Adam Rose, who hails from Pittsburgh, dropped Levitate the Base, an album comprising 12-tracks not long ago. And if you’re a fan of progressive, psychedelic music like that of King Crimson and Pink Floyd, you will definitely want to check out this album.
A multi-instrumentalist, Rose plays guitar, drums, hand drums, piano, bass guitar, upright bass, violin, cello, didgeridoo, trumpet, and kazoo. A guitarist of vast experience, nearly three decades, Rose contracted chronic lyme disease, which forced him to take a break from music. Upon his return to music, Rose discovered a fervent flood of creativity. Despite the pain and discomfort of his disease, he found the strength to push ahead. The result is Levitate the Base.
Rose says, “Levitate the Base is a symbol of me overcoming tremendous pain to rise up and create an album I’m truly proud of. It is symbolic of taking all the shattered pieces of my life and forming one cohesive art form. The symbol also extends to my larger vision for humanity to rise up, and no longer be content with living lives of subservience, toil, and meaningless.”
The album opens with “Platinum Grime,” a funky psychedelic-flavored tune riding a tight bass line and taut drums. I love the creamy, dreamy flow of the guitar on the solo section, undulating and wavering with pale colors.
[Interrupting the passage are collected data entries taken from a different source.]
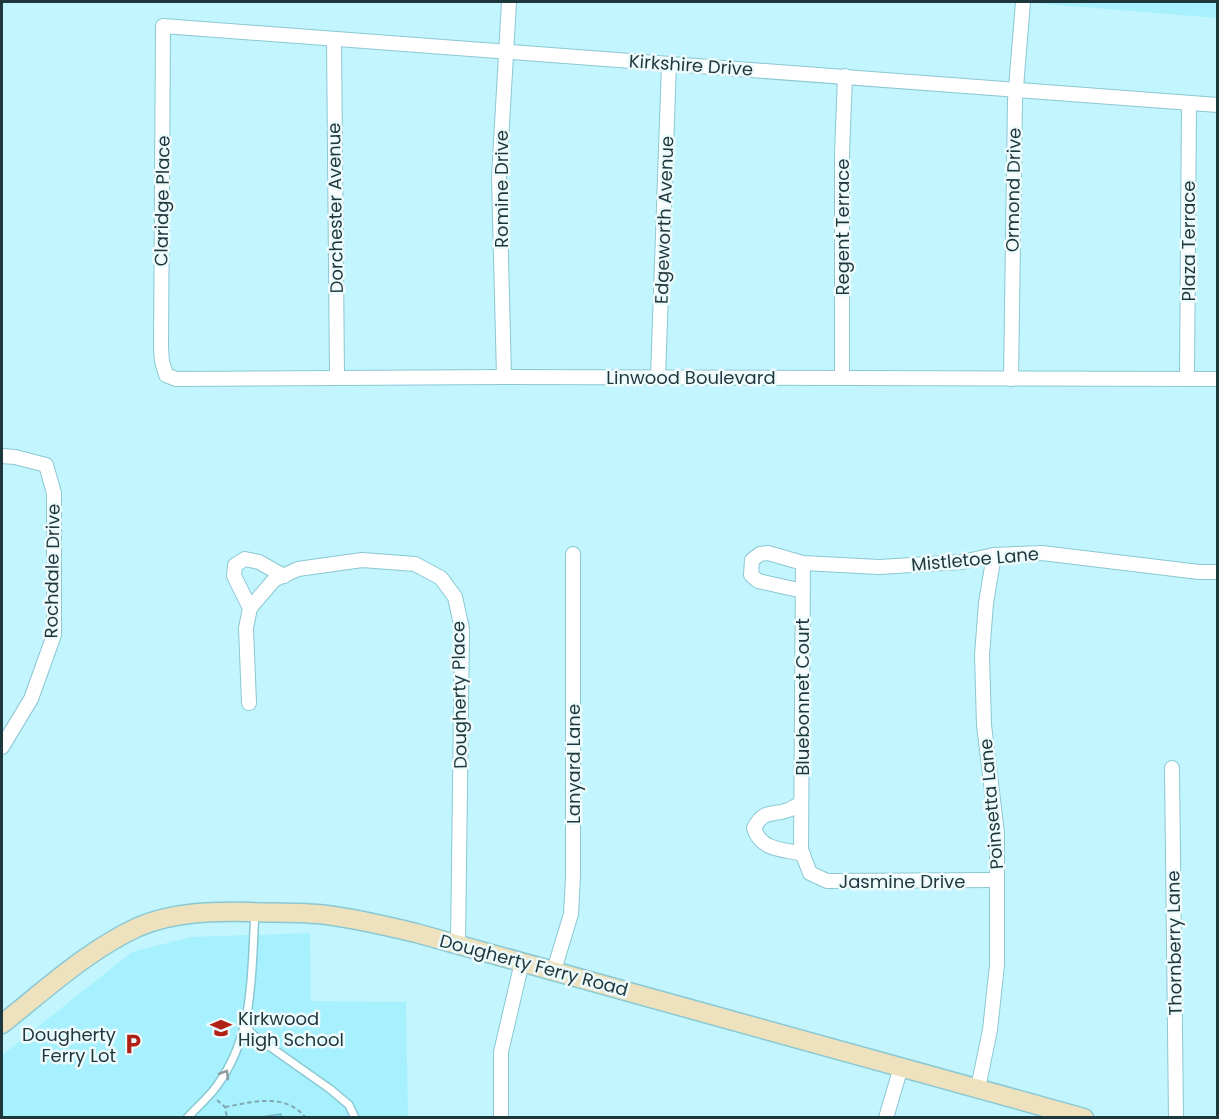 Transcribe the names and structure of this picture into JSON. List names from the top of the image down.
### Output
{
  "streets": {
    "main road": ["Dougherty Ferry Road"],
    "street": [
      "Kirkshire Drive",
      "Romine Drive",
      "Ormond Drive",
      "Claridge Place",
      "Dorchester Avenue",
      "Edgeworth Avenue",
      "Regent Terrace",
      "Plaza Terrace",
      "Linwood Boulevard",
      "Mistletoe Lane",
      "Rochdale Drive",
      "Dougherty Place",
      "Bluebonnet Court",
      "Lanyard Lane",
      "Poinsetta Lane",
      "Jasmine Drive",
      "Thornberry Lane"
    ]
  },
  "crossings": [
    ["Kirkshire Drive", "Romine Drive"],
    ["Kirkshire Drive", "Ormond Drive"],
    ["Kirkshire Drive", "Claridge Place"],
    ["Kirkshire Drive", "Dorchester Avenue"],
    ["Kirkshire Drive", "Edgeworth Avenue"],
    ["Kirkshire Drive", "Regent Terrace"],
    ["Kirkshire Drive", "Plaza Terrace"],
    ["Romine Drive", "Linwood Boulevard"],
    ["Ormond Drive", "Linwood Boulevard"],
    ["Claridge Place", "Linwood Boulevard"],
    ["Dorchester Avenue", "Linwood Boulevard"],
    ["Edgeworth Avenue", "Linwood Boulevard"],
    ["Regent Terrace", "Linwood Boulevard"],
    ["Plaza Terrace", "Linwood Boulevard"],
    ["Mistletoe Lane", "Bluebonnet Court"],
    ["Mistletoe Lane", "Poinsetta Lane"],
    ["Dougherty Place", "Dougherty Ferry Road"],
    ["Bluebonnet Court", "Jasmine Drive"],
    ["Lanyard Lane", "Dougherty Ferry Road"],
    ["Poinsetta Lane", "Jasmine Drive"],
    ["Poinsetta Lane", "Dougherty Ferry Road"]
  ],
  "places": {
    "school or university": ["Kirkwood High School"],
    "parking": ["Dougherty Ferry Lot"]
  }
} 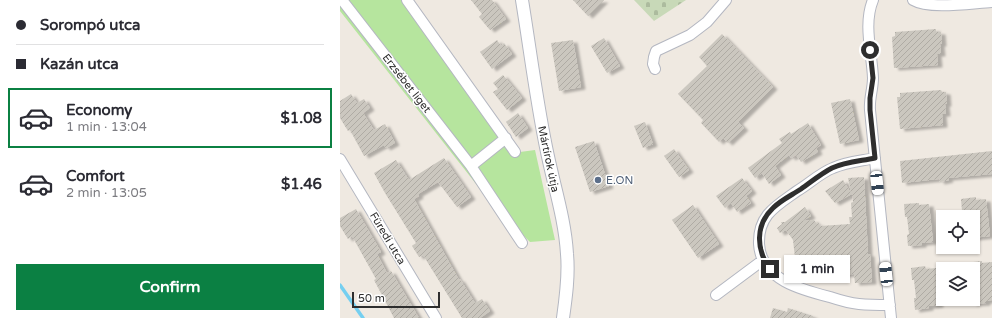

Tracks not to be missed include “Persian Fantasy,” a deliciously mystical tune reminiscent of ELP crossed with Carlos Santana. “Riptide” starts out like a Grand Funk Railroad tune, and then flows into a trance-like stream of strident synth colors atop a crisp polyrhythmic pulse.
“Slam Dandy” kicks things up two or three levels, opening with potent, dirty guitar riffs and a throbbing bass line. The guitar licks on this track are sweet, tight, and scrumptious, as the harmonics power ahead with bright determination.
“Skyline” merges jazz-flavored soul-filled lounge music with Isaac Hayes-like burbling guitars and a drawing room piano. The result is delectably retro and kitschy.
The last track on the album is called “Isles of Avalon,” a combination of industrial sounding percussion and emerging synths, suave and cashmere. When the guitar enters, the tune takes on a luminous beauty that’s mesmerizing.
Remember the instrumental band The Ventures? Levitate the Base reminds me of The Ventures on performance enhancing drugs and massive doses of LSD. In other words, Adam Rose has it going on in the best possible way.